Were the Coen Bros friends with Asher Peres?  Asher's homebase was Technion-Israel Institute of Technology, in Haifa, so it's unlikely that the C brothers and A. Perez crossed paths.  Ethan and-or Joel may have heard second hand through the Jewish physicists' grapevine about the outrageous idea of reviving dead cats using the superposition equation for the live and dead states with the extra ingredient of a phase factor multiplying the dead "ket." 
Sorry, that's a stupid pun, but an accurate one, because our old untalkative pal, PAM Dirac, invented a terminology that is now universally used in quantum mechanics where |a> is called a ket and <a| is called a bra.  Bras and kets, which are vectors, often get multiplied together, most often with the bra vector first.  Whadda ya got then?  Bra-ket, or bracket!  And also, you have "bras" appearing in a pointedly bra-like way in the equations of physics. 

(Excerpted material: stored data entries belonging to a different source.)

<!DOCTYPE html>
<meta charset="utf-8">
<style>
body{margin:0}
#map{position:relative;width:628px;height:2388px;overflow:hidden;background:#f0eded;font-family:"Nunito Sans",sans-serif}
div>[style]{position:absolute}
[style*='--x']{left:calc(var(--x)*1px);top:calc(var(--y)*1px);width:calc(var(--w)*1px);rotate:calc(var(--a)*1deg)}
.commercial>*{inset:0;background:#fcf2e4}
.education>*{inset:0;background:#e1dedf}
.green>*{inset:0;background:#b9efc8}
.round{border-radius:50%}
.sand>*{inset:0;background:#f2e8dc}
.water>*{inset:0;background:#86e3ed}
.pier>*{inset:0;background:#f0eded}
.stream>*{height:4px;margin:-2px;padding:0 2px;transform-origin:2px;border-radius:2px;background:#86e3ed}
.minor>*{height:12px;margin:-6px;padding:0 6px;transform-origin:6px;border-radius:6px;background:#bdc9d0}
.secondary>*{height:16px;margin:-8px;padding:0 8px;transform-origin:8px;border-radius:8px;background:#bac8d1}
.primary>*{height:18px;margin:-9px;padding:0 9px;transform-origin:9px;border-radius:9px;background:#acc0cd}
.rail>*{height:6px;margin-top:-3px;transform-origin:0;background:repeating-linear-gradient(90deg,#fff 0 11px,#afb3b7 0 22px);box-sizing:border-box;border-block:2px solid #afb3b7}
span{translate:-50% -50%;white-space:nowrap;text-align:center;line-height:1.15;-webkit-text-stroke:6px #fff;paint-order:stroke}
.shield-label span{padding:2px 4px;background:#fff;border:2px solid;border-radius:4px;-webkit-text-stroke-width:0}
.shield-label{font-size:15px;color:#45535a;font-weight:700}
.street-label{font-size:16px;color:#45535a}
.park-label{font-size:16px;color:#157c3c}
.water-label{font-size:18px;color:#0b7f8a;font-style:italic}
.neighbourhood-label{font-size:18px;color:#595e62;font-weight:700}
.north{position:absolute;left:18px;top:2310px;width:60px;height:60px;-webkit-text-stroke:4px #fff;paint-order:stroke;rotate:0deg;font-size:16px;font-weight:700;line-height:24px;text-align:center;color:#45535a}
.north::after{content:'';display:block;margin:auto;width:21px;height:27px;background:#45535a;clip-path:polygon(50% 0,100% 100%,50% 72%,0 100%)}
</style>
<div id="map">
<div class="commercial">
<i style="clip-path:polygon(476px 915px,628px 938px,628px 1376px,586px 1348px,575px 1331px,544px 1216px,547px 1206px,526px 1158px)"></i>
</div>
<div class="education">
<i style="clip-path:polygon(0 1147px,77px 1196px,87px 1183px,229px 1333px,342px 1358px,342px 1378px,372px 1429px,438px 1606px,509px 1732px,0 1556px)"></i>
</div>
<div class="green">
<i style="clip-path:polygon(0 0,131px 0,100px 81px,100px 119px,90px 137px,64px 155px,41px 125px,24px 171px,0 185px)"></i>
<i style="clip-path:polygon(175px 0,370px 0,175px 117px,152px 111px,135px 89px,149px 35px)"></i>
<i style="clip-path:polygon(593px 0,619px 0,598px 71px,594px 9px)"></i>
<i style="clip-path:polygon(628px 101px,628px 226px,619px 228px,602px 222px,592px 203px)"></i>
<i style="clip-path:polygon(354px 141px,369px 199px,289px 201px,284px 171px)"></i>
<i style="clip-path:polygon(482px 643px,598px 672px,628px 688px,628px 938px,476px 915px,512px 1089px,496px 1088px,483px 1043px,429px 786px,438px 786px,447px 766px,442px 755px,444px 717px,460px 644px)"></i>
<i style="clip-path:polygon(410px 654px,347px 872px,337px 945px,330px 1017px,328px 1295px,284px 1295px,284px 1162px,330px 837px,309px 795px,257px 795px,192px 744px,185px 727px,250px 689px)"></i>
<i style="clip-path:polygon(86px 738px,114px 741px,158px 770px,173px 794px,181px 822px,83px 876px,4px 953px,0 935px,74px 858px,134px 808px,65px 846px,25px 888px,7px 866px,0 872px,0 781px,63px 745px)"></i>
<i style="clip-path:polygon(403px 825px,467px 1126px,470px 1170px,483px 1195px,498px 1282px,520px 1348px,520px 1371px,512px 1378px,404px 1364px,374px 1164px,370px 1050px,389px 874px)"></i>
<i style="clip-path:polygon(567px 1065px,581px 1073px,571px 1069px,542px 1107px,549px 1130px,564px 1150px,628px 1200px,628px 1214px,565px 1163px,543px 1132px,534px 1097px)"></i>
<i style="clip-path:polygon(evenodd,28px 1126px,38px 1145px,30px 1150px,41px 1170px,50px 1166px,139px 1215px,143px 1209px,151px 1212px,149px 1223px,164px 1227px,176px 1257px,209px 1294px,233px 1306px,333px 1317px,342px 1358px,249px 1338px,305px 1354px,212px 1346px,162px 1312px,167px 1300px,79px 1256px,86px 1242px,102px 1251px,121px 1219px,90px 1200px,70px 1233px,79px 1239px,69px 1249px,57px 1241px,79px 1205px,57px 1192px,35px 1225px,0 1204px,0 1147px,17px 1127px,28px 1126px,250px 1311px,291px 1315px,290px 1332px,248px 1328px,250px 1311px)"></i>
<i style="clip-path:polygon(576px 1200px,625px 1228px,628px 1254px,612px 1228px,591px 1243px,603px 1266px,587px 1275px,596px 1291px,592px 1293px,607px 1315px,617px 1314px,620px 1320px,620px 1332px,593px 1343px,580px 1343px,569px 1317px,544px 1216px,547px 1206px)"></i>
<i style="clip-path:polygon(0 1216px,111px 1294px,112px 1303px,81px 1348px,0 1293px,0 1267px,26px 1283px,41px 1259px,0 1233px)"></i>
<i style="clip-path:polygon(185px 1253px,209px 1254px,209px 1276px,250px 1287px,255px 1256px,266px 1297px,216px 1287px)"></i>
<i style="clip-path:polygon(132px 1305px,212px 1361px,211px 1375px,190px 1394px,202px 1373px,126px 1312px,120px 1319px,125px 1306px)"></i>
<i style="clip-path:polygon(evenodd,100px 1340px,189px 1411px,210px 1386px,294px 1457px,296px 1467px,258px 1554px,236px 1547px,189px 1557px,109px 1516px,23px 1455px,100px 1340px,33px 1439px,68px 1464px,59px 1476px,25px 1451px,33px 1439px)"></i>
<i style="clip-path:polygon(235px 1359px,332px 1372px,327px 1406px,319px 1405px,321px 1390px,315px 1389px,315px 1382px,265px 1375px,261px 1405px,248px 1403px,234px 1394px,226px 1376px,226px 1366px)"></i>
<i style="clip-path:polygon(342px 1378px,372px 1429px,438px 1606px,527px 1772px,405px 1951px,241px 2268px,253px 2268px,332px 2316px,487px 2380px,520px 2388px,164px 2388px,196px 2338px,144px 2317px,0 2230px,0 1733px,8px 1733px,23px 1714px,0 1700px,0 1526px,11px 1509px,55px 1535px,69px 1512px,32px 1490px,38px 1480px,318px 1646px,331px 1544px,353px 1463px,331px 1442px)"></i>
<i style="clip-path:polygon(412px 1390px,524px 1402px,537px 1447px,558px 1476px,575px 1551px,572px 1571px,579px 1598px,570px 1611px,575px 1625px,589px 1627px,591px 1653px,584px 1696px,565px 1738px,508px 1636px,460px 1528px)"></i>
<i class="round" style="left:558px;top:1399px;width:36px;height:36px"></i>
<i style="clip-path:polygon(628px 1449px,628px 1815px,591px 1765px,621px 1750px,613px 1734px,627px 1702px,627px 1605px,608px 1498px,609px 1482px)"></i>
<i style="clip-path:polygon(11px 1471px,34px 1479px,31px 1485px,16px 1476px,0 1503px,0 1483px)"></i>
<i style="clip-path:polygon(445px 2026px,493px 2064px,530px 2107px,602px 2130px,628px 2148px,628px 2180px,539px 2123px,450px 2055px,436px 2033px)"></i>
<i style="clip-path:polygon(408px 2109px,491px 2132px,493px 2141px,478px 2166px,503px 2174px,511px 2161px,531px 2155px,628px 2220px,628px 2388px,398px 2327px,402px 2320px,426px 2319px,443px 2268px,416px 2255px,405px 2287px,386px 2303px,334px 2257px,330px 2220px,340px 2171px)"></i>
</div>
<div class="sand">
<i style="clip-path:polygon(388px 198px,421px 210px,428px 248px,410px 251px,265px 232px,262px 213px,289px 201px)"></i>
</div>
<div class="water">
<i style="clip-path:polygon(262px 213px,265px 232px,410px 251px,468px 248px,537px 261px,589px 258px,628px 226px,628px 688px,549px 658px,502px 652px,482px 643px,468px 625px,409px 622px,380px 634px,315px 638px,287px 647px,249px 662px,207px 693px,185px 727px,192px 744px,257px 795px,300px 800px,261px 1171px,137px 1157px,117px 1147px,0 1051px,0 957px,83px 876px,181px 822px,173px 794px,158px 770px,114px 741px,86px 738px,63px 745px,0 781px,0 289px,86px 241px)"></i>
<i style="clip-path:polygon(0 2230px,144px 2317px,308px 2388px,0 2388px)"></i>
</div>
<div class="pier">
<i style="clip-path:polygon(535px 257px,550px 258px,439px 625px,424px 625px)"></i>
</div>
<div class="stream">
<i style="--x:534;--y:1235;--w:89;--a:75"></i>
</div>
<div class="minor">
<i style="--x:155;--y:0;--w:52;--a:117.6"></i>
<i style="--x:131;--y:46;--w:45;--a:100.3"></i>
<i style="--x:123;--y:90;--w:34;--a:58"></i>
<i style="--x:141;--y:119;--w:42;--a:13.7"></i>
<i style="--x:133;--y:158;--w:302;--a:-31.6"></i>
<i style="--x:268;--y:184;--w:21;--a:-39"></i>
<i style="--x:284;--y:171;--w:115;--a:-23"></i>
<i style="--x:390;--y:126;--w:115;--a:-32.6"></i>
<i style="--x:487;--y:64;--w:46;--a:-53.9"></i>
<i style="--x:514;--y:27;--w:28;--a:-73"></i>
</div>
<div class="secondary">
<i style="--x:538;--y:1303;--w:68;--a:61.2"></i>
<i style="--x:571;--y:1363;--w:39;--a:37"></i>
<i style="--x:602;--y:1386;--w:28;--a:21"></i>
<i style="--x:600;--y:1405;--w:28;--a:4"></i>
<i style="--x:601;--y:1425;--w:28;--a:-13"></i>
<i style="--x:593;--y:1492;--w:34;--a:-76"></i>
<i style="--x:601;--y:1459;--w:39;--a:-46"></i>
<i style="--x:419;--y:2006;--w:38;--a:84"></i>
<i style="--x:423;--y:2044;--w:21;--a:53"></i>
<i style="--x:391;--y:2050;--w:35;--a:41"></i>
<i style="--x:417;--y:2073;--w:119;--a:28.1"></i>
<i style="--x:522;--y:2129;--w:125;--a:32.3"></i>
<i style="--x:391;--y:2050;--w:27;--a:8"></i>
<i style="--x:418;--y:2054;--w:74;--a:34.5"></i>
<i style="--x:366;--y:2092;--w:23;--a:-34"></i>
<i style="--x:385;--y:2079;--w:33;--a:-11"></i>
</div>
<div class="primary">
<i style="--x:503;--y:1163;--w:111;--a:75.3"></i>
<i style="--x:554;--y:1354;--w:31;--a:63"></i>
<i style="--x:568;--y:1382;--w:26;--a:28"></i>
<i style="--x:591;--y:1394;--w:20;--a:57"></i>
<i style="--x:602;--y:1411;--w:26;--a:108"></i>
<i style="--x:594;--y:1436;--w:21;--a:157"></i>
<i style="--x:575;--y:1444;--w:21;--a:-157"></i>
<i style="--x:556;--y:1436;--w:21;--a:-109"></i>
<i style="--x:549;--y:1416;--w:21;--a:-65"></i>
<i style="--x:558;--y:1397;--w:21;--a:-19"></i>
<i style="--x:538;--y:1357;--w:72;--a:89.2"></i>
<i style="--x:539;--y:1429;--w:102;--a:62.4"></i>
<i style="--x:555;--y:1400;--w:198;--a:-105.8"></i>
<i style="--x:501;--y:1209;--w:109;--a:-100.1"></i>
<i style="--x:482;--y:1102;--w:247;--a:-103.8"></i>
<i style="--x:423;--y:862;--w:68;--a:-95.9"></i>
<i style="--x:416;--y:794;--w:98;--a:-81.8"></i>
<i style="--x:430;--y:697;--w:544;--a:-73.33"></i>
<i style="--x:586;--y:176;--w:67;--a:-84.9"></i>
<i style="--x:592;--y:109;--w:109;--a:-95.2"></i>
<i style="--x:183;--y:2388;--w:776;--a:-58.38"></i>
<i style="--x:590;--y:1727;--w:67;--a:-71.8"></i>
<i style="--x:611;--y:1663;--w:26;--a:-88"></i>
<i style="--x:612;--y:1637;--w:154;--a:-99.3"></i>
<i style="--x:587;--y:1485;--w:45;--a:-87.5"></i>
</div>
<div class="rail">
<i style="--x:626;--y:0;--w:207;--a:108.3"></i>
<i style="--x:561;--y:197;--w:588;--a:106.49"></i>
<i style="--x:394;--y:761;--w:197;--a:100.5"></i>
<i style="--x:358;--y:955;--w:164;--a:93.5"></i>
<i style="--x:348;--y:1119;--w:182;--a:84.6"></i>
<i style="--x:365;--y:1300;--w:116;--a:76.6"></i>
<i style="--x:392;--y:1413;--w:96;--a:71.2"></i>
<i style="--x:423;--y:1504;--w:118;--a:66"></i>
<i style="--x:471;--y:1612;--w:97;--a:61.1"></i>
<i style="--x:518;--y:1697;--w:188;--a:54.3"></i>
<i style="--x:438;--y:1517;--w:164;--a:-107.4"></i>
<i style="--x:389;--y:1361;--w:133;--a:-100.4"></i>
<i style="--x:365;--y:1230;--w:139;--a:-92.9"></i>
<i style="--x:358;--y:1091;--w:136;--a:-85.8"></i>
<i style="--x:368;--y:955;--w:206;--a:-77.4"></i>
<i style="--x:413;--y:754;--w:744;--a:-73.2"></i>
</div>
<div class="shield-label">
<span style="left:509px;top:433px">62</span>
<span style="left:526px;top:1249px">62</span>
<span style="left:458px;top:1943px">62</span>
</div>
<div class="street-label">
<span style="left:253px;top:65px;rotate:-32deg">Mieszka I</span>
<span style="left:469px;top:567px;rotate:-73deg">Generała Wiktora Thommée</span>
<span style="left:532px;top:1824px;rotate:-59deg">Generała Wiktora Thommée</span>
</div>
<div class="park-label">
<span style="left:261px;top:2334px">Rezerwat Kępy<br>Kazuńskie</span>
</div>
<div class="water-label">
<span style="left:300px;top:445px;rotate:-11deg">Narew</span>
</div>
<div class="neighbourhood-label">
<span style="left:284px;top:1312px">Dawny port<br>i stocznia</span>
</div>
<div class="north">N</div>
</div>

Asher Peres spent some time, on sabbatical, at the University of Texas at Austin, in 1979 or 1980.  His Physical Review paper from 1980, called "Can We Undo Quantum Measurements?" appears in a book I have (Quantum Theory and Measurement, published in 1983 and edited by J. A. Wheeler and W. H. Zurek).  I haven't made much sense of this paper yet, due partly to my ignorance of the subject and partly to the fact that it isn't very well written.  The latter happens a lot in physics papers, and books.  Or does it just happen a lot in general?  Yeh, it may not just be your stupidity that keeps you from understanding something!  Maybe the article or book is just poorly written, or written in such a pedestrian manner as to be sleep inducing.  Stephen Hawking has confessed to not doing a very good job with the writing in A Brief History of Time, probably the most purchased yet unread physics book of all time.  Most others who don't write well don't bother with the confessions.  


(My profile lists science and math books that I think are good.)
Anyway, at the end of that 1980 paper Peres says: "I am very grateful to J. A. Wheeler for the warm hospitality of the University of Texas and to E.C.G. Sudarshan for many stimulating discussions.  The final version of this paper has benefitted from comments by J. S. Bell (CERN) and A. Ron (Technion)."
I'll be discussing John S. Bell and his famous theorem later.  A well-written article by a fellow named Travis Norsen concerning Bell's theorem just recently appeared in the American Journal of Physics.  The AJP is not for publication of professional original results, which appear in other journals--you know, those "professional" journals such as Physical Review Letters or Nature or countless others (and also of course online at open access sites)--but is instead at the level of "pedagogy."  But Norsen's article does break new ground nevertheless, I think.